Work item
From the records below, output exactly the lines running from the line containing "69A42 42 0 1" through the line containing "<b>14:28</b>", and no others.

::: Dataset content

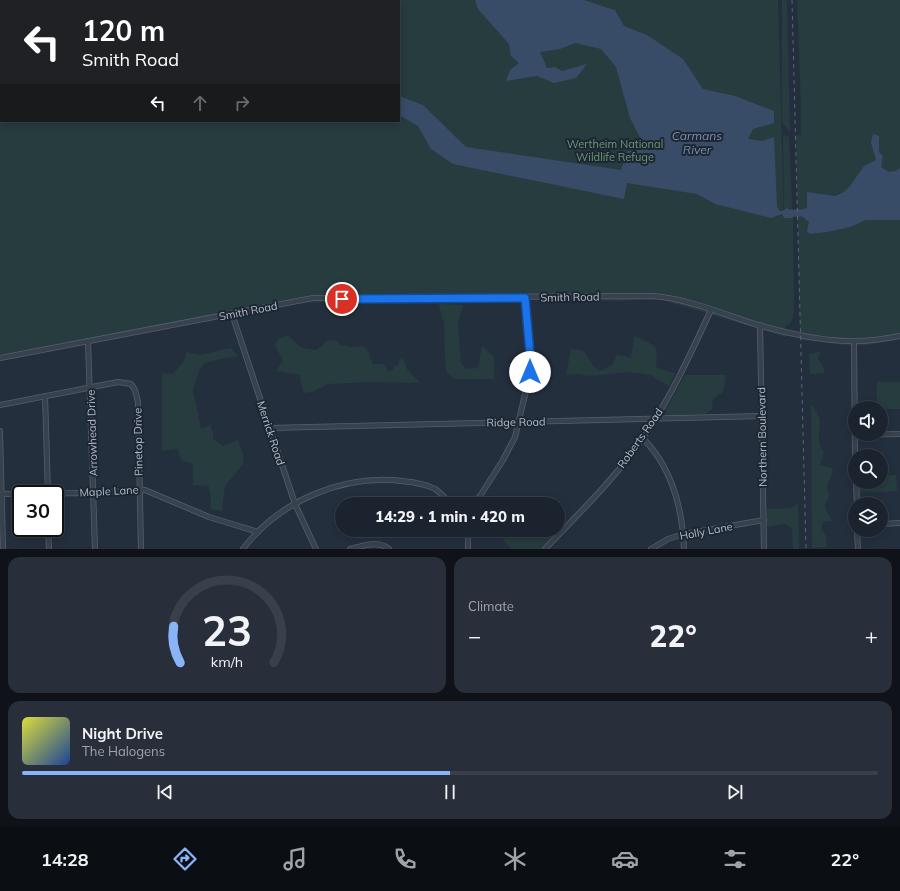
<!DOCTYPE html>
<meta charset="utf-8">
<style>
body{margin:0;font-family:Mulish,sans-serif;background:#282f3a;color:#f1f3f6;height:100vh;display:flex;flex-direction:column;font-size:15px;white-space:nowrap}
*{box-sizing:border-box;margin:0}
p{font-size:13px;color:#a0a4aa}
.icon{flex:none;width:22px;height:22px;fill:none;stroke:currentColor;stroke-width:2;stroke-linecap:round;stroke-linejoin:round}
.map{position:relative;height:549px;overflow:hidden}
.side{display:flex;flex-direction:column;gap:8px;padding:8px;background:#0f1319;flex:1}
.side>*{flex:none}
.top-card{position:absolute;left:0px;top:0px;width:400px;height:122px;box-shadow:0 2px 10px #0003,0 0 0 1px #39404a;background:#202124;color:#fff;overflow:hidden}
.tools{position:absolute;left:848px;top:401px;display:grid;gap:8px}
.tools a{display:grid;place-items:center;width:40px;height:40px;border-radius:50%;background:#1b232e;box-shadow:0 2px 10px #0003,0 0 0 1px #39404a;font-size:20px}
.speed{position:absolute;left:12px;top:485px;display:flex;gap:8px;font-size:20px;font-weight:700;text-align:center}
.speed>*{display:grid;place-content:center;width:52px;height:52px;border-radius:50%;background:#1b232e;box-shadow:0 2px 10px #0003,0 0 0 1px #39404a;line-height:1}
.speed .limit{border:2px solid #111;border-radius:6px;background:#fff;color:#111}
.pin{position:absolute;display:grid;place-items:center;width:34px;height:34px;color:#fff;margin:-17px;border:2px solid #fff;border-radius:50%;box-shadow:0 1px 4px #0007}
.me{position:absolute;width:44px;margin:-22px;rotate:0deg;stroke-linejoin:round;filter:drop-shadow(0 0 3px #0008)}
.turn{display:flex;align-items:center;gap:14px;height:84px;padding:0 16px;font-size:18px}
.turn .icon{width:52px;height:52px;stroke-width:2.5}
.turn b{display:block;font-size:28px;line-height:34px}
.lanes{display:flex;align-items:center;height:38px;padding:0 16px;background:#0003;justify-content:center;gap:20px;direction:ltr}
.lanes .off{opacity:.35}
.big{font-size:30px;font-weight:800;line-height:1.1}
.side .card{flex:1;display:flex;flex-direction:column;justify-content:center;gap:6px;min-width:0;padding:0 14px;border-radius:12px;background:#282f3a}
.side .dial{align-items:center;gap:0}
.dial svg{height:104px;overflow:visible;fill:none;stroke:#39404a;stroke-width:7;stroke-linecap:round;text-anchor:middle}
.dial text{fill:#f1f3f6;stroke:none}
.song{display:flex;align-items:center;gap:12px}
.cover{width:48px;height:48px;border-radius:6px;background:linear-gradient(135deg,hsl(60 70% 55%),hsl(220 70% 35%))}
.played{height:4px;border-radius:2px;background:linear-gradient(90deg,#8ab4f8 50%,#39404a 50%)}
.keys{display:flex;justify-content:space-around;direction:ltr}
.heat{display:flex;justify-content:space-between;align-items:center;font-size:22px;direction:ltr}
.side .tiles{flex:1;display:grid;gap:8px;grid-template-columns:1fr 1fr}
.card:last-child{grid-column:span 2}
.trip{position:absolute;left:335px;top:497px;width:230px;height:40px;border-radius:20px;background:#1b232e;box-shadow:0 2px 10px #0003,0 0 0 1px #39404a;font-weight:800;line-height:40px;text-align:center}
.tabs{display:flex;height:64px;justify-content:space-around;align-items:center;background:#0b0e12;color:#a0a4aa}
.tabs .icon{width:28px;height:28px}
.tabs .selected{color:#8ab4f8}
.tabs b{font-size:18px;color:#f1f3f6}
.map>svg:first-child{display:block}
.green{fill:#263c3f;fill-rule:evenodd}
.water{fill:#394c67}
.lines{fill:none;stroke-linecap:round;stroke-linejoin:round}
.river{stroke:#394c67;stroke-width:7}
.minor-casing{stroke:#565f6c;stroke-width:6}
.minor{stroke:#38414e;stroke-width:4.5}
.rail{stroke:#5a6575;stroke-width:1;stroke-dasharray:4 4;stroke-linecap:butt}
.route-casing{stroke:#114b97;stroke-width:10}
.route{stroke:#1a73e8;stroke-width:7}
.labels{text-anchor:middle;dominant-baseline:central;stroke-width:4;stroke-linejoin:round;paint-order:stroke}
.park-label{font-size:11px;fill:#6b9a76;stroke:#1d2633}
.street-label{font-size:11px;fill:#b4bcc9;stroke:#1d2633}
.water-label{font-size:12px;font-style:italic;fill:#7c92b1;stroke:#1d2633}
</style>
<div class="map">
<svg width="900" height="549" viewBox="0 0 900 549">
<rect width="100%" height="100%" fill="#242f3e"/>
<g class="green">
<path d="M0,0H778L784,221V218L793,217L794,309L792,321L789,325L786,324V337L663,300L643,299L620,301L539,300L285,303L135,333L0,355ZM1,1H399V121H1Z"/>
<path d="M782,0H787L790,131L782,122Z"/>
<path d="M797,0H900V337C889,340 878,344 866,345C845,347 822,342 800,340L796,135L801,136V106Z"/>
<path d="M783,135L789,137L792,209L786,208L784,209Z"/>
<path d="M439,304L462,305L463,307L458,320L459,339L461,363L466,369L478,368L482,346L494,357V379H454L446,371L445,357L444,322L441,314Z"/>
<path d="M287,335L302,348L316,350L323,345L326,341L335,340L341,345L352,347L362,346L367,349L373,364H384L388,371L393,370L395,366L398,365L401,357L404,360L406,368L420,383L369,382L328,384L312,392L303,393L300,375L276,371L283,360L275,346L277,340Z"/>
<path d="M634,336C639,338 655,344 656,349C658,354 655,362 657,368L675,373L669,386L650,375L628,372L589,376L578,374L566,375L571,349L584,351L594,367L601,371L612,365L617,354L631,358Z"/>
<path d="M231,348L238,356L220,359L205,363L199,370L193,390L201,429L210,425L213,433V439L223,446L238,440L243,454V464L225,486L222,511L210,509L211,499L209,486L193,485V464L181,460L178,449L162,451V373L172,374L183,363L187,352L200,355Z"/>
<path d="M819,352L820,354L818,359L823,366L825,373L810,374L809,354Z"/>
<path d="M685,375H726L723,392L713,399L712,409L705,414L666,416V409Z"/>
<path d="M877,382H900V409H881V408H877Z"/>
<path d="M811,404C814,408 818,413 819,418C822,431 814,441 824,453L820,465L832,468L833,472L827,485L829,497L825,504L826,510L832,521L823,522L821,528L826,536L827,547L812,548Z"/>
<path d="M896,475L897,491L859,493V482H881V476Z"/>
<path d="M798,503L799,549H793L792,528L785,524L767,527V509L792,508Z"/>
<path d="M510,530H529L531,532L535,530H545L552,538L541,549H512L503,540Z"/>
</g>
<g class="water">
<path d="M475,0H584L608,8L615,10L624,26L647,35L683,59L703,89L735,96L774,111V123L753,129L748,139L762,141L774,137L777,207L780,211H783L786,208L795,211V215L792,218H784L782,214L771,218L715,204L697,194L627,183L624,199L453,164L431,149L418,126L399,115V96L423,105L466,147L621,170L628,151L646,149L630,118L616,67L601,49L575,43L560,49L540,52L547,68L555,67L562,71L587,64L576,78L554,83L537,76L506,81L510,70L519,63L511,56L509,44L478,9Z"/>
<path d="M873,134L879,136V152L883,156L881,167L889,172L896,171L900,168V220H866L850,227L827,232L810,234L807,231L809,222L802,216V210L807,208V192L835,196L844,192L850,186L864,166L876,160L871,143Z"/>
</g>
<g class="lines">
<path class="river" d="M786,213H803L812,211"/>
<g class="minor-casing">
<g id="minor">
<path d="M232,314L295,504L316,549"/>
<path d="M760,325L764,549"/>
<path d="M88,341L95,549"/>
<path d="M854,341L855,456"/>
<path d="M0,358L313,298L653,296C689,299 723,314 758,325C785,333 827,342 855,341C870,341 885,339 900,336"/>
<path d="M45,396L48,494"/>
<path d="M0,405L118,382L131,384L135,390L138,402L141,549"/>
<path d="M270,428L762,416"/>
<path d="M0,431L3,549"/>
<path d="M855,435L900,434"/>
<path d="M643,438C650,446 658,455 663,465C677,490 683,521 684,549"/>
<path d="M856,482L857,504"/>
<path d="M0,494L94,493L145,490L209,517L258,532"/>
<path d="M473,504L480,496L503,460L515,437L524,399L530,372V354L525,298"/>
<path d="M881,524L900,523"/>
<path d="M48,528L49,549"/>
<path d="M466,530L468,538V549"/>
<path d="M857,530L858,549"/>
<path d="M243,549C279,501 343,474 402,481C413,482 426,484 435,489C441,493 446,499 451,504"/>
<path d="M350,549C362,546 379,540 389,549"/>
<path d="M545,549C579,513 616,478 644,436C671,397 691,353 711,310"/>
<path d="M651,549L668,539L684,534L764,520"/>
</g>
</g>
<use href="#minor" class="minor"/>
<path class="rail" d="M792,0L806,549"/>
</g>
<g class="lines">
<g class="route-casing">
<path id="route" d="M342,299L525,298L530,354V372"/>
</g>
<use href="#route" class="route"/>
</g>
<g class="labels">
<g class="park-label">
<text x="615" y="144">Wertheim National<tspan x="615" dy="13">Wildlife Refuge</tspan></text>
</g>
<g class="street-label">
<text transform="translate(570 297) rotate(-1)">Smith Road</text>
<text transform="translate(248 311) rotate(-11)">Smith Road</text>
<text transform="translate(516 422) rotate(-1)">Ridge Road</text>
<text transform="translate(92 433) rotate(-92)">Arrowhead Drive</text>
<text transform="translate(271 433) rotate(72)">Merrick Road</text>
<text transform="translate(762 437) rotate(-91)">Northern Boulevard</text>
<text transform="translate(640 438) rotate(-55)">Roberts Road</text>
<text transform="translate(138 442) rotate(-91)">Pinetop Drive</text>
<text transform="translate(109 491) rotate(-3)">Maple Lane</text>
<text transform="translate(706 531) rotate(-11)">Holly Lane</text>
</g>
<g class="water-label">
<text x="697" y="135">Carmans<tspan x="697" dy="14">River</tspan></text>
</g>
</g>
</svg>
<div class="tools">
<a><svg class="icon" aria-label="sound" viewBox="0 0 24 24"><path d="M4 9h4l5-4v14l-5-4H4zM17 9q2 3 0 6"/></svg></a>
<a><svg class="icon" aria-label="search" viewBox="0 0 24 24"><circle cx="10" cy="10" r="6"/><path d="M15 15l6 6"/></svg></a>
<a><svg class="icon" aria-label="layers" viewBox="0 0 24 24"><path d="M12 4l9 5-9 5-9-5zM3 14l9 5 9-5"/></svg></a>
</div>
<div class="speed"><div class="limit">30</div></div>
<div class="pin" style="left:342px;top:299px;background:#d93025"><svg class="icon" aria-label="arrive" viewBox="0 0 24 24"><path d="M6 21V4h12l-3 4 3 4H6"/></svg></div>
<svg class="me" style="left:530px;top:372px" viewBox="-20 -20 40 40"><circle r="19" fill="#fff"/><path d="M0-13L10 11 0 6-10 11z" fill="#1a73e8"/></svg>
<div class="trip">14:29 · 1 min · 420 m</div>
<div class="top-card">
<div class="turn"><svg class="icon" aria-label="left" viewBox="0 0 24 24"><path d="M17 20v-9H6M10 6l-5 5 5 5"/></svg><div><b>120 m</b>Smith Road</div></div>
<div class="lanes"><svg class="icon" aria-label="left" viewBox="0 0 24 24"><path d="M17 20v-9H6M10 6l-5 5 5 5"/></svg><svg class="icon off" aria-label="ahead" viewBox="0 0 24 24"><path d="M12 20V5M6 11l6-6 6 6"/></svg><svg class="icon off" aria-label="right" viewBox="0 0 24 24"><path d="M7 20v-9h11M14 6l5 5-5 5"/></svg></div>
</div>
</div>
<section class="side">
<div class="tiles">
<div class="card dial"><svg viewBox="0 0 100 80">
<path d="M14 69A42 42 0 1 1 86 69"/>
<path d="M14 69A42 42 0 0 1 9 41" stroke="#8ab4f8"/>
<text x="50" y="56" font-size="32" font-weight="700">23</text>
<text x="50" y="72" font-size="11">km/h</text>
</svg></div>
<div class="card"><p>Climate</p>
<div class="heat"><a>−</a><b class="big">22°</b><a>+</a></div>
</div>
<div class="card">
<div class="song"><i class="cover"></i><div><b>Night Drive</b><p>The Halogens</p></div></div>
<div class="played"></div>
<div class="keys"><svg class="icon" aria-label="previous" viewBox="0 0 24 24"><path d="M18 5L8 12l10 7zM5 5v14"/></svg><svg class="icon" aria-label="pause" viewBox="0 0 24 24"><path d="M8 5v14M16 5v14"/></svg><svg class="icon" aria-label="next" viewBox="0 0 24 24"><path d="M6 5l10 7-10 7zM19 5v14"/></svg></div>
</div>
</div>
</section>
<nav class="tabs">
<b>14:28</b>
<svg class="icon selected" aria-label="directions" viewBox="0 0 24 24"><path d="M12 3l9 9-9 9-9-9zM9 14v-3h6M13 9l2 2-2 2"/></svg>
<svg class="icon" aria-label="music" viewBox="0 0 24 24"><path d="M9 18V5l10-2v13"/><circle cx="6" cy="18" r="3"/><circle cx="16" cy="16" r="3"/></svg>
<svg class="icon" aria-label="phone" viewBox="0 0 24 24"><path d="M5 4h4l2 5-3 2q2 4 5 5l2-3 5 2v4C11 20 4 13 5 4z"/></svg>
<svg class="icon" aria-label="climate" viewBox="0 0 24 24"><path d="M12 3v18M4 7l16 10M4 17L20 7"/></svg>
<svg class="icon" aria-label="car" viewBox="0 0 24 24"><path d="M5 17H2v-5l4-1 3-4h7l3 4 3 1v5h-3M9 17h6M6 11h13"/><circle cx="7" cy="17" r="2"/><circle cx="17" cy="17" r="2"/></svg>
<svg class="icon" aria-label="filters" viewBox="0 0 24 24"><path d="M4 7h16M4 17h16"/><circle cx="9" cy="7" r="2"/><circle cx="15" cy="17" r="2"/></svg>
<b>22°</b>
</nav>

::::::

Answer section
<path d="M14 69A42 42 0 1 1 86 69"/>
<path d="M14 69A42 42 0 0 1 9 41" stroke="#8ab4f8"/>
<text x="50" y="56" font-size="32" font-weight="700">23</text>
<text x="50" y="72" font-size="11">km/h</text>
</svg></div>
<div class="card"><p>Climate</p>
<div class="heat"><a>−</a><b class="big">22°</b><a>+</a></div>
</div>
<div class="card">
<div class="song"><i class="cover"></i><div><b>Night Drive</b><p>The Halogens</p></div></div>
<div class="played"></div>
<div class="keys"><svg class="icon" aria-label="previous" viewBox="0 0 24 24"><path d="M18 5L8 12l10 7zM5 5v14"/></svg><svg class="icon" aria-label="pause" viewBox="0 0 24 24"><path d="M8 5v14M16 5v14"/></svg><svg class="icon" aria-label="next" viewBox="0 0 24 24"><path d="M6 5l10 7-10 7zM19 5v14"/></svg></div>
</div>
</div>
</section>
<nav class="tabs">
<b>14:28</b>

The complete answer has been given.